Все это заставляет с особым вниманием отнестись к исторической стилистике, в данном случае — русского языка, и хотя бы предварительно обрисовать предмет описания и объект исследования, основные единицы исторической стилистики и стоящие перед нею задачи.

Теоретические работы по современной стилистике нам мало полезны. Их трудно назвать теорией. Например, в духе времени толкуют о парадигмах и синтагмах стилистических единиц, либо производя подмену понятий (для М. В. Панова, например, синонимический ряд глаза — очи — гляделки — стилистическая парадигма, или норма языка, т. е. система), либо отклоняясь в сторону идеалистических представлений: поскольку стилистические единицы по природе своей не системны в отношении друг к другу, они и не могут строиться в парадигмы; под парадигмой в таком случае понимают не системные отношения единиц по общему (системному) признаку, а систему знаний о предмете.

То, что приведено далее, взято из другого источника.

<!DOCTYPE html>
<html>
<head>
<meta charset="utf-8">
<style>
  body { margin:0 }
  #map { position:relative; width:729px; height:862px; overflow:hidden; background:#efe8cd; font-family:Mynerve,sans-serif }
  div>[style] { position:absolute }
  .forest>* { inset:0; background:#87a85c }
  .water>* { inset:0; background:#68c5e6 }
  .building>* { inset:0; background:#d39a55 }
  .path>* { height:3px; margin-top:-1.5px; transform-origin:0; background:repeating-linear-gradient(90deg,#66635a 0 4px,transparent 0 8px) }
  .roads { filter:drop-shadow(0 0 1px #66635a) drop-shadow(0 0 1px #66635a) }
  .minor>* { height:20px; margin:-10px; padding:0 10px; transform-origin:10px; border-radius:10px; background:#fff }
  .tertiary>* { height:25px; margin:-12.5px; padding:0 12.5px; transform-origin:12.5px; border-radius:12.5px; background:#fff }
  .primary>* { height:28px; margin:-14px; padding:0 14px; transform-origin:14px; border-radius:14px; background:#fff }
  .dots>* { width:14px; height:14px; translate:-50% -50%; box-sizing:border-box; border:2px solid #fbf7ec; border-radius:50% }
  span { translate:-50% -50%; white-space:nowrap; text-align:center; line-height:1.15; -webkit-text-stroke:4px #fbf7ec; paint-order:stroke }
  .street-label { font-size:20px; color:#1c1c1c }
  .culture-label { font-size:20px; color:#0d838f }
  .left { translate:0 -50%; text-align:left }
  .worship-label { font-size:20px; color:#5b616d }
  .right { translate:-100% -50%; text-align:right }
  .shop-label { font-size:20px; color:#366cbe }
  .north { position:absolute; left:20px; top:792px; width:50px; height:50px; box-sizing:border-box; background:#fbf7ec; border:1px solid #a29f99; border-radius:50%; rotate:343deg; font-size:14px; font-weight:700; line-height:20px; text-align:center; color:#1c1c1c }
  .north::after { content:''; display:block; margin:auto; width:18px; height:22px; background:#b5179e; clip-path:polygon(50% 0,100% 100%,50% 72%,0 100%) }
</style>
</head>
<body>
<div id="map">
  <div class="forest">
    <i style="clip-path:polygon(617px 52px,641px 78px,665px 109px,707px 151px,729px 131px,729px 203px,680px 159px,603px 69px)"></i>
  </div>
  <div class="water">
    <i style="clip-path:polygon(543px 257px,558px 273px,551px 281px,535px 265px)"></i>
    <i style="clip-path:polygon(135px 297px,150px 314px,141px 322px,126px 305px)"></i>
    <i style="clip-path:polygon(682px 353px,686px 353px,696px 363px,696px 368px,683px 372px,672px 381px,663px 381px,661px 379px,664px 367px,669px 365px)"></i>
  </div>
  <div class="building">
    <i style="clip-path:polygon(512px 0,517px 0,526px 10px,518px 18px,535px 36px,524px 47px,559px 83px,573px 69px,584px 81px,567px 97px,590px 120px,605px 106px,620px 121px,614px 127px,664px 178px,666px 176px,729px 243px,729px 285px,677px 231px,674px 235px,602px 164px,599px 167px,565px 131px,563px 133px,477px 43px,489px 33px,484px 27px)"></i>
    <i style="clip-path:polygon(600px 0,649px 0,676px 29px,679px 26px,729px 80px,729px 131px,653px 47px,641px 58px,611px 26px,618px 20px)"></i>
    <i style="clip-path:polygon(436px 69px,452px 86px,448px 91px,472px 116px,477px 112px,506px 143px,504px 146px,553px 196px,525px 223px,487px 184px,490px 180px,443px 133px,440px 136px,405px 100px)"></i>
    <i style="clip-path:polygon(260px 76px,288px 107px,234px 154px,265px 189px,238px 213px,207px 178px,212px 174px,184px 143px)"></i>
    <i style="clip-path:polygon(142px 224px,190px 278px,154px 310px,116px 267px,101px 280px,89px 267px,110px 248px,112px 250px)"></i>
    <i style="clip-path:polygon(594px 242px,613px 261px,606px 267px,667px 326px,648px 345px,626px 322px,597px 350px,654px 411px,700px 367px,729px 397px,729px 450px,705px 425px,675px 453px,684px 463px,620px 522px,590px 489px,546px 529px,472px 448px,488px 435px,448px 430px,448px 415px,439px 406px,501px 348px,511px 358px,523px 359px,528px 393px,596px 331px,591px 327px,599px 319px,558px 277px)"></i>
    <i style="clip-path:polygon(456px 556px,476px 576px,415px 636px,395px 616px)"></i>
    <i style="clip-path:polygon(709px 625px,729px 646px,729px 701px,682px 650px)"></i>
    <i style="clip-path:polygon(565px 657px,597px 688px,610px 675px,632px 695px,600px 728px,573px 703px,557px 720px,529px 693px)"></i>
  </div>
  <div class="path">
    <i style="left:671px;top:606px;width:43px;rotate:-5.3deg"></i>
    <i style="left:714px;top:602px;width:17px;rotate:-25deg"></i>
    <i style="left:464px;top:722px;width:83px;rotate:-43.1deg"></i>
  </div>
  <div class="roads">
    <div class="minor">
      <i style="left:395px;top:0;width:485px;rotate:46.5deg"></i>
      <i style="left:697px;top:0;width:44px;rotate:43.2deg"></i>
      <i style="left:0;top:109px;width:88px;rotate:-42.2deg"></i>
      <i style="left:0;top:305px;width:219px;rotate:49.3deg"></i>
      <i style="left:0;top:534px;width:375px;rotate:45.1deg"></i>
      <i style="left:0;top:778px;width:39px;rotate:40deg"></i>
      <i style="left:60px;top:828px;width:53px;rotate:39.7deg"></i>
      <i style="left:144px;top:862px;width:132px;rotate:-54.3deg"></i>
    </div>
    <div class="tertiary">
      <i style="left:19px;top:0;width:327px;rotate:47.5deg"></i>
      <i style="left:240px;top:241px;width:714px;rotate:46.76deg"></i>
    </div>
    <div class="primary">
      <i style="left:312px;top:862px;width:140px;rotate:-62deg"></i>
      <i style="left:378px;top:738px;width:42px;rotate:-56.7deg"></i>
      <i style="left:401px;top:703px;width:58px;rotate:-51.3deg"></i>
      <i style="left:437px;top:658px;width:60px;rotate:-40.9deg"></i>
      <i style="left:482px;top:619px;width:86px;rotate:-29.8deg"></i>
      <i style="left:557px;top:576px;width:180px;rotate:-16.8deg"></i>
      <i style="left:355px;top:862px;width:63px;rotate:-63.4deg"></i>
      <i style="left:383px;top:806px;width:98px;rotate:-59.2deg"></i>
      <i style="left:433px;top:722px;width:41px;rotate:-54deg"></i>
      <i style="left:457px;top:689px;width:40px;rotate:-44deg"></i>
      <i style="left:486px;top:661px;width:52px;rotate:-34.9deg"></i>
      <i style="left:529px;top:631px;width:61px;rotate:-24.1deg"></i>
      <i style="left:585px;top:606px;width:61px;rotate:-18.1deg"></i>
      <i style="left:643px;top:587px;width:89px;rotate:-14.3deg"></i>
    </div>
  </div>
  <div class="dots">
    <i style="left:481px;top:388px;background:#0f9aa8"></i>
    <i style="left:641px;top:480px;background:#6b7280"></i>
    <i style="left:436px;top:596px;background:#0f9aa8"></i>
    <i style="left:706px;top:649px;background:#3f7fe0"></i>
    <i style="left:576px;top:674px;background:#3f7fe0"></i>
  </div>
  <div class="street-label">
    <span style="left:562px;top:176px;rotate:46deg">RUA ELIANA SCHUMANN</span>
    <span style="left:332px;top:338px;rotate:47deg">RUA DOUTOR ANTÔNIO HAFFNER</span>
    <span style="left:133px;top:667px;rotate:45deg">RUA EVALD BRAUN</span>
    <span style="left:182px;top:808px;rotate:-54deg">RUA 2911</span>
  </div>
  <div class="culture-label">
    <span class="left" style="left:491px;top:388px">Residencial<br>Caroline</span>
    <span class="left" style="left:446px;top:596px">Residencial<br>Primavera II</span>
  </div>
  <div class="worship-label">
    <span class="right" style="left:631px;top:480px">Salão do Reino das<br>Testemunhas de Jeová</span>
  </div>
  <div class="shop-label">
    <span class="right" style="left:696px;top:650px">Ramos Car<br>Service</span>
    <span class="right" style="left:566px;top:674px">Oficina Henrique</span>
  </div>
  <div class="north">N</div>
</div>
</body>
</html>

Возникают внутренние противоречия следующего типа: с одной стороны, «потенциальные стилистические средства проявляют себя в конкретном коммуникативном задании» (т.е. в синтагме, а не в парадигме!), с другой же — утверждается «речевая система»[3]. Смешением понятий о языке и речи, о стиле и функции и т.д. удваивается мир объектов, причем содержательная суть понятий типа «стиль» переносится на уровень признака («стилистическая функция», «стилистическая норма», «стилистическая синтагма» и т.д.), возникает своего рода «символическое языкознание», подобное знанию эпохи средневековья.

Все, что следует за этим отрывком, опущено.